Крах изоляционистов
№28 апрель 2017
Весной 1922 года Советской России удалось преодолеть международную изоляцию. Запад, до этого не считавший для себя возможным вступать в контакты с Советами, вынужден был пойти на попятную. Символами успеха первых советских дипломатов стали два слова – «Генуя» и «Рапалло».
Панорама порта в Генуе, Италия. Современный вид
Путь к успеху был долгим и сложным. К концу 1921 года советское правительство, образованное после прихода большевиков к власти, все еще оставалось непризнанным подавляющим большинством стран. Впрочем, на Западе скорого падения большевистского режима уже не ждали. Напротив, с каждым месяцем увеличивалось число европейских политиков, осознавших то, что никакая экономическая блокада не заставит Кремль капитулировать и сдаться на милость «цивилизованного Запада». Самой прагматичной оказалась Великобритания, которая к этому времени уже вовсю торговала с большевиками, хотя по-прежнему отказывала их правительству в юридическом признании.
Приглашение в Геную
В начале 1920-х годов многие государства Европы с трудом приходили в себя после Первой мировой войны. 1922-й открылся тем, что на состоявшемся в Каннах заседании Верховного совета Антанты решено было провести весной в Генуе международную экономическую и финансовую конференцию. В резолюции, принятой 6 января, предстоящая встреча была названа «неотложным и необходимым шагом на пути к экономическому восстановлению Центральной и Восточной Европы».

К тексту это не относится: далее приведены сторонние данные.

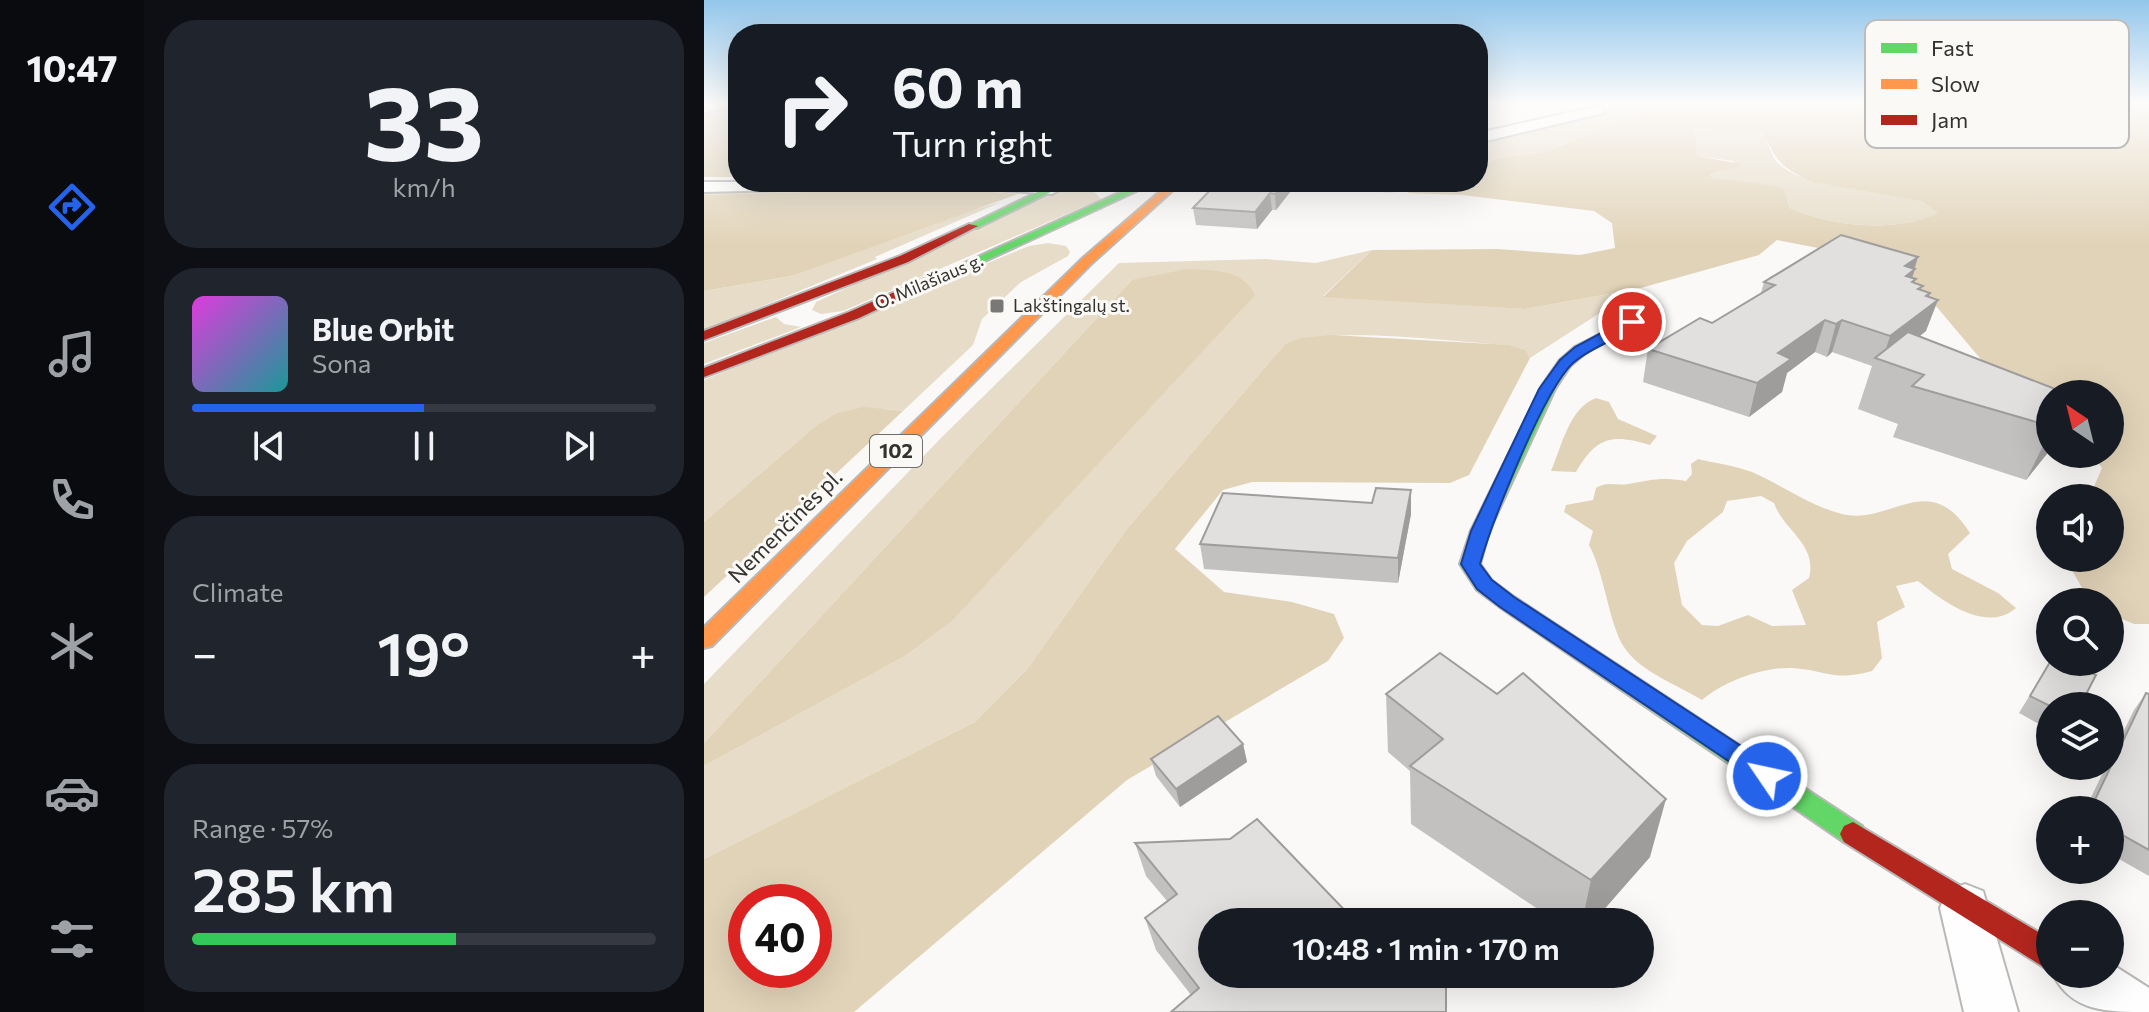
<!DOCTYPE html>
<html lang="en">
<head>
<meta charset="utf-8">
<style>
  :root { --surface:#171b24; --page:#20242c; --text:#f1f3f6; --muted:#9ea1a6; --line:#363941; --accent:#2563eb }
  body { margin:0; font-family:Commissioner,sans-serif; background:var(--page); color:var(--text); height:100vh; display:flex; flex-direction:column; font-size:30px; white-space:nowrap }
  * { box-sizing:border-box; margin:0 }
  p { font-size:26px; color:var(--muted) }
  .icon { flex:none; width:44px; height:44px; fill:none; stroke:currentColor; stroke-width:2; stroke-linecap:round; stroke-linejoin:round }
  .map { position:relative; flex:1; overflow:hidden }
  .panel { display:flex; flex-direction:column; gap:20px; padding:20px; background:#0d0f14; width:560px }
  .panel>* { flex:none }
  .banner { position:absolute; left:24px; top:24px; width:760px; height:168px; border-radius:32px; box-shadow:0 8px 32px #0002; background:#171b24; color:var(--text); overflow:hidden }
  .needle { width:52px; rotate:325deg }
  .buttons { position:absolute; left:1332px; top:380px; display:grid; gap:16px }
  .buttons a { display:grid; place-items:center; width:88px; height:88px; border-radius:50%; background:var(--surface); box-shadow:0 8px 32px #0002; font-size:40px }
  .speed { position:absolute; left:24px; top:884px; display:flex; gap:16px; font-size:40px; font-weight:700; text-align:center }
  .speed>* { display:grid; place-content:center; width:104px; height:104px; border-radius:50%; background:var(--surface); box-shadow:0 8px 32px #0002; line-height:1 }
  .speed .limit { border:12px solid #d22; background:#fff; color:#111 }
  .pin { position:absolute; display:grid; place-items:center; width:68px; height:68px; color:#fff; margin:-34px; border:4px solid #fff; border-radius:50%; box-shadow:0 2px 8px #0007 }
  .me { position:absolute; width:88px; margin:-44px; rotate:304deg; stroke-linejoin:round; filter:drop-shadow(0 0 6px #0008) }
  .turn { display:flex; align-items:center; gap:28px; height:168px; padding:0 32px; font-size:36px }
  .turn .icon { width:104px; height:104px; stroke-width:2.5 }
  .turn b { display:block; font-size:56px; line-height:68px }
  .big { font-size:60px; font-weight:600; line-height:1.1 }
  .panel .card { flex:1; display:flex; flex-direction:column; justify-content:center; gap:12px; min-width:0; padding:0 28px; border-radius:32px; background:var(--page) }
  .panel .dial { align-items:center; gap:0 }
  .dial b { font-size:104px; line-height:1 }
  .song { display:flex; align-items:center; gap:24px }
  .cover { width:96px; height:96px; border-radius:12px; background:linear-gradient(135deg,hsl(300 70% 55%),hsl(180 70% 35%)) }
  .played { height:8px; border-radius:4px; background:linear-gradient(90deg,var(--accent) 50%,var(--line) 50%) }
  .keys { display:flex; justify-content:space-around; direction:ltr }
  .heat { display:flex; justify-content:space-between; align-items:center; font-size:44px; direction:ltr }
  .charge { height:12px; border-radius:6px; background:linear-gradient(90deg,#34c759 57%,var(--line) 0) }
  .trip { position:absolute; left:494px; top:908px; width:456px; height:80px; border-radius:40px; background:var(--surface); box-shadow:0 8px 32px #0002; font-weight:600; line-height:80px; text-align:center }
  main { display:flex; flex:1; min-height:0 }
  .dock { display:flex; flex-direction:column; width:144px; justify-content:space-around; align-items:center; background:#090b0e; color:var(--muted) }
  .dock .icon { width:56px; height:56px }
  .dock .selected { color:var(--accent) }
  .dock b { font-size:36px; color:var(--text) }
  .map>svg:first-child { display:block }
</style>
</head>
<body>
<main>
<nav class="dock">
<b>10:47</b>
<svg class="icon selected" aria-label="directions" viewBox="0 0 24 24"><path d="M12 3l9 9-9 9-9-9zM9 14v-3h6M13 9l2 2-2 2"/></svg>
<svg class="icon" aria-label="music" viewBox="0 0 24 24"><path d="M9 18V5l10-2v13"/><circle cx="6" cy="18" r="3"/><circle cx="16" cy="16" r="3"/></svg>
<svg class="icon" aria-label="phone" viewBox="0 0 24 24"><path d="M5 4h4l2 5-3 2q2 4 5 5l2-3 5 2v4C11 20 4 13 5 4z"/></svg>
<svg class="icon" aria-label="climate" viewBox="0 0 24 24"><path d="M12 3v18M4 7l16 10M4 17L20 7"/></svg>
<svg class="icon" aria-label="car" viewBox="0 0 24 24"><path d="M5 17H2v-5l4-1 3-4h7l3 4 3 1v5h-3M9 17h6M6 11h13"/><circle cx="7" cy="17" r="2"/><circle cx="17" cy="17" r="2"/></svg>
<svg class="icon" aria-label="filters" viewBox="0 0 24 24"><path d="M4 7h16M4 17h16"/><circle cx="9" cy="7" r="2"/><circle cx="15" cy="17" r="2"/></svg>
</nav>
<section class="panel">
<div class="card dial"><b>33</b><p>km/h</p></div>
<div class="card">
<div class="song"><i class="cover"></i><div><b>Blue Orbit</b><p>Sona</p></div></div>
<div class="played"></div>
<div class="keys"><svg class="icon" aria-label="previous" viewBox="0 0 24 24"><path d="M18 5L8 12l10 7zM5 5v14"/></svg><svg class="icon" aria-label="pause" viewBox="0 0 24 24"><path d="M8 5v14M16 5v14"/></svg><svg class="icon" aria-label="next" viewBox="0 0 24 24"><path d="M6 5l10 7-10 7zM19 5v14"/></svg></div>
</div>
<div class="card"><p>Climate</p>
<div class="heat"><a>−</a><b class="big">19°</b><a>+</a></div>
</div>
<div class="card"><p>Range · 57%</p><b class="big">285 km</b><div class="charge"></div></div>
</section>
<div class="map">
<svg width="1445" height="1012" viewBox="0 0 1445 1012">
  <rect width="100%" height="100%" fill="#faf9f7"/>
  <path fill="#e6dcc8" d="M914,103H959L842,152L794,158L774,166V139L847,125Z
    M991,128L1060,133C1064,141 1067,155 1072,161C1106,199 1211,179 1235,213C1192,233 1127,227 1086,208C1079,174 1035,189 1009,178L1006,174L1020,168H1032L1029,161L993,156Z
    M374,182H386L385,186L397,199L139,311L117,314L108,310L112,302Z
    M641,182H731C696,195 676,197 641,182Z
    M259,185L321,191L314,194L236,188L0,195V190Z
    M297,202L171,257L173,259L0,330V291L88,276L244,217Z
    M344,243L362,246L366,252L364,256L317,282L278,319L269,345L199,411C165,407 144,407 114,424L0,522V380L325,246Z
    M668,250L619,296L821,309L933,289L826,358L822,350L806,345C750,342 629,325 581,344L422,530L324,668L271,722L0,859V766L201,656L246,623L428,280L0,743V684L237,438L415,263L561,259L612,263Z
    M72,317L80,324L97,327L0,364V343Z"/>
  <path fill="#e1d3b8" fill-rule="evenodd" d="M0,103H34V177H0Z
    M959,103H1445V624H1430L1406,614V602H1386L1361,558H1406V498H1385L1398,468L1387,454H1406V394H1346L1280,363L1205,274L1171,259L1073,240L1055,255L933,289L821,309L619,297L668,250L793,249L876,255L911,248L908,223L890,211L758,195L703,193L731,182H774V166L794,158L842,152ZM991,128L1060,133C1072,162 1079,169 1109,182L1218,201L1234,213C1193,233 1127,227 1086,208L1080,190L1071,186L1009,178L1006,175C1015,167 1032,172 1037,164L993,156Z
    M236,188L314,194L88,276L0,291V195Z
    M483,269C510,271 538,268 551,295L246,623L201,656L0,766V743L428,280Z
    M627,335L806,345L822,350L826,358L765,475L746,483L548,482L519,490L471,549L520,592L588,602L630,614L640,638L624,661L423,780L150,1012H0V859L271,722L324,668L422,530L581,344L597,338ZM42,902H110V970H42Z
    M892,398L905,402L914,419L953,436L946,445C908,433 892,437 872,472L847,471C858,446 865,408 892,398Z
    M160,407L199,411L0,597V522L114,424L134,413Z
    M994,459C1011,463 1032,466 1048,472C1078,485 1106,506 1138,514C1187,526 1224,467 1266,533L1244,554L1248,569L1294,593L1312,608C1283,634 1238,601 1214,581L1192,586L1201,607L1173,622L1178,658L1168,671C1127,682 1124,670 1087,668C1058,667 1019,682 998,700C974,685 936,672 920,647C905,624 901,575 885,545L889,531L860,512L862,505L889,500L892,488C903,481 911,486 924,484C949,480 955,477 982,481L988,474L987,464ZM1057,496L1070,503C1079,530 1114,544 1105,578L1088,590L1102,625L1068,626L1044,615L1014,626L998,625L978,605L970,563L983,541L1019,512L1023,501Z"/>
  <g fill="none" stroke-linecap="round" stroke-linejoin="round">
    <defs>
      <path id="street" d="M24,103L22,106L0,113V104Z
        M894,106L899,107V113L774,143V133Z
        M0,182H213L204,187L0,192Z
        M250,182C272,182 343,176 357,189L348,194L259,187Z
        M1261,884L1279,891L1314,1012H1260L1236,908L1243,891Z
        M1406,963L1445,988V1012C1403,1012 1367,1012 1349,974H1406Z"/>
      <path id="fast" d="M354,182H367L273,228L264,226Z
        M439,182H452L242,279L232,276Z
        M928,318L933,319V325L881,353L866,366L851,389L785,531L776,564L787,580L810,597L1158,826L1162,834L1158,842L1149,846L1140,842L796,607L773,590L756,564L767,531L838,386L856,360L871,347Z"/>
      <path id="slow" d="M467,182H478L387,264L8,646L0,648V627L379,258Z"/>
      <path id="jam" d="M265,224L274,226L204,262L0,340V331L196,256Z
        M234,273L244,276L155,318L0,377V368L145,312Z
        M1149,822L1346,939V971L1140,842L1136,834L1140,826Z"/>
    </defs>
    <use href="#street" stroke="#b9b8b7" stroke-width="4"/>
    <use href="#fast" stroke="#b9b8b7" stroke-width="4"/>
    <use href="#slow" stroke="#b9b8b7" stroke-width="4"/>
    <use href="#jam" stroke="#b9b8b7" stroke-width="4"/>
    <use href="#street" fill="#fefefe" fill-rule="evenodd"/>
    <use href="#fast" fill="#63d668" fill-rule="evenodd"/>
    <use href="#slow" fill="#ff974d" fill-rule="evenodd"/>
    <use href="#jam" fill="#b3261e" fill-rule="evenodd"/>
  </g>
  <path fill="#c2c1c0" d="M594,182L572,210H568L553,229L492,225L489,208Z
    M1214,257L1208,278L1212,279L1211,283L1219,286L1217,290L1225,297L1222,331L1216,336L1346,394V450L1322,480L1189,437L1194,424L1154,409L1168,366L1128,352L1123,357L1111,352L1083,373L1078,392L1045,417L939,382L944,349L1008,323L1057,293L1060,282Z
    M707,490V514L694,583L500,569L496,544L668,503Z
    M1346,662V730L1315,713Z
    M1442,693L1445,694V876L1406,854V810H1381L1402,766H1406V759L1430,710Z
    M682,694L946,857L889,922H853L707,824L706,771L684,752Z
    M539,744L543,762L476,807L452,776L447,759Z
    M431,843L713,985L742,1012L487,995L452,950L441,918L463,901L442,876Z"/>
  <path fill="#9e9d9c" d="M580,182H594L572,210L571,194Z
    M566,193L568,210L553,229L551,212Z
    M1214,257L1210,270L1211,269L1201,299V266Z
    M1226,293L1220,310L1234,300L1222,331L1183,362L1178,361L1186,336L1222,296Z
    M1121,320L1111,352L1083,373L1078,392L1045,417L1053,383L1074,353Z
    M1138,320L1128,352L1123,357L1132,324Z
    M1346,432V450L1322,480Z
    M707,490V514L694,583V558Z
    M539,744L543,762L476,807L472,789Z
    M962,799L946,857L889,922H878L887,880Z"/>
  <path fill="#e1e0df" stroke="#9e9d9c" stroke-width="2" d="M514,182H580L571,194L566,193L551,212L489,208Z
    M1137,235L1214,257L1201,266L1211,269L1202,276L1212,279L1208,282L1219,286L1214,289L1226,293L1222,296L1234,300L1186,336L1138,320L1132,324L1121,320L1074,353L1087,359L1053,383L944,349L996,318L1008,323L1071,285L1060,282Z
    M1204,332L1364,394H1346V426L1208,386L1220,375L1171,358Z
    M672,488L707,490L694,558L496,544L519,493L668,503Z
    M736,653L793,694L819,673L962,799L887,880L706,766L739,739L682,694Z
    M1346,662H1364L1392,675L1376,706H1346L1326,696Z
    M1442,693L1445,694V850L1406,828V810H1386Z
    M514,716L539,744L472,789L447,759Z
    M553,819L652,922H508V974H702L713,985L724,974H742V1012H467L495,988L441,918L473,894L431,843L526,839Z"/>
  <linearGradient id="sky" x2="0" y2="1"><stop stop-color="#93c6eb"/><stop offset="0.42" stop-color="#fdfcfb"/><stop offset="1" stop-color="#fdfcfb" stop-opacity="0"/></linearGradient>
  <rect width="1445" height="245" fill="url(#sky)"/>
  <path fill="#2563eb" stroke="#184099" stroke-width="2" d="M923,319L935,322C916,340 887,346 868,364C839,392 788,522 776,564L788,580L810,597L1072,769L1075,776L1072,784L1063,787L796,607L773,589L757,564L767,531L835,389L856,360L871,347Z"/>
  <rect fill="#797876" stroke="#fbf9f6" stroke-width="3" x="285" y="298" width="16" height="16" rx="4"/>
  <g text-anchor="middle" stroke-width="6" stroke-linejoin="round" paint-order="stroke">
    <g font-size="18" fill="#333231" stroke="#fbf9f6">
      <text transform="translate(225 282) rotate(-23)" y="6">O. Milašiaus g.</text>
    </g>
    <g font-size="18" fill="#333231" stroke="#fbf9f6" text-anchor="start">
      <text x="309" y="312">Lakštingalų st.</text>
    </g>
    <rect fill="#fbf9f6" stroke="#6f6e6c" stroke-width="2" x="166" y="435" width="52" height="32" rx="6"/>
    <g font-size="20" font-weight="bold" fill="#333231">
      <text x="192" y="458">102</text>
    </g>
    <g font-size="22" fill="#333231" stroke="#fbf9f6">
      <text transform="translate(81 526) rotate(-45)" y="8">Nemenčinės pl.</text>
    </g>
  </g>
  <rect x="1161" y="20" width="264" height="128" rx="12" fill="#fbf9f6" stroke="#bfbdbb" stroke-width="2"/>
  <rect x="1177" y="43" width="36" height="10" fill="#63d668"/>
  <rect x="1177" y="79" width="36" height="10" fill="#ff974d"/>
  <rect x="1177" y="115" width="36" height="10" fill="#b3261e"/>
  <g font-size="22" fill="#333231">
    <text x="1227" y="56">Fast</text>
    <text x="1227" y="92">Slow</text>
    <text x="1227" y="128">Jam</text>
  </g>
</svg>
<div class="buttons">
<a><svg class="needle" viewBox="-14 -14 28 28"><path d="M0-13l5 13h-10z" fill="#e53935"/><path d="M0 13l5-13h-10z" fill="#9ea1a6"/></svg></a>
<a><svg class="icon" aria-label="sound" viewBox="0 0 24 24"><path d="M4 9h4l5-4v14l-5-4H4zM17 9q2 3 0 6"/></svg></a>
<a><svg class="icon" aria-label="search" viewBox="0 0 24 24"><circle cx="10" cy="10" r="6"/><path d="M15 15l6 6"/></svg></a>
<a><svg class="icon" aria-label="layers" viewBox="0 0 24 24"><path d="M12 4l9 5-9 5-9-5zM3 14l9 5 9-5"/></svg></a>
<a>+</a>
<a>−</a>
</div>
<div class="speed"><div class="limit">40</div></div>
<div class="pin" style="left:928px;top:322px;background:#d93025"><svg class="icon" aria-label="arrive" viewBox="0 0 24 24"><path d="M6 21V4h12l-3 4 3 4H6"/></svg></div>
<svg class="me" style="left:1063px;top:776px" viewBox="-20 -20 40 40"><circle r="17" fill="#2563eb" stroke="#fff" stroke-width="3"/><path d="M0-11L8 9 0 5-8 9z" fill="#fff"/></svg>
<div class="trip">10:48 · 1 min · 170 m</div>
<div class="banner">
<div class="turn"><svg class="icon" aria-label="right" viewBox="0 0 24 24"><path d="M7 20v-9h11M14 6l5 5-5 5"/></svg><div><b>60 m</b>Turn right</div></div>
</div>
</div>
</main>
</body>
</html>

Победившие державы Антанты пригласили в Геную страны бывшего Четверного союза, потерпевшие поражение в войне, – Германию, Австрию, Венгрию и Болгарию. Впервые принять участие в международной конференции предложили и Советской России, которая проводила новую экономическую политику. Кое-кто на Западе, утверждал партийный деятель, большевик Карл Радек, увидел в этой политике отказ «советского правительства от всякого социалистического строительства». В телеграмме, направленной организаторами конференции в Москву, говорилось, что «было бы чрезвычайно желательно для всех союзных держав, чтобы во главе советской делегации был гражданин Ленин».
Советское руководство, выступившее с идеей проведения подобной конференции еще 28 октября 1921 года, приняло приглашение. Обнадеживал первый пункт каннской резолюции, гласивший: «Нации не могут присваивать себе права диктовать другим принципы, на основе которых они желают организовать свою систему собственности, свою внутреннюю экономическую жизнь и свой образ правления. Каждая страна в этом отношении имеет право избирать для себя ту систему, которую она предпочитает». Это открывало возможность отстаивать на конференции интересы РСФСР и пресекать покушения на суверенитет молодого государства.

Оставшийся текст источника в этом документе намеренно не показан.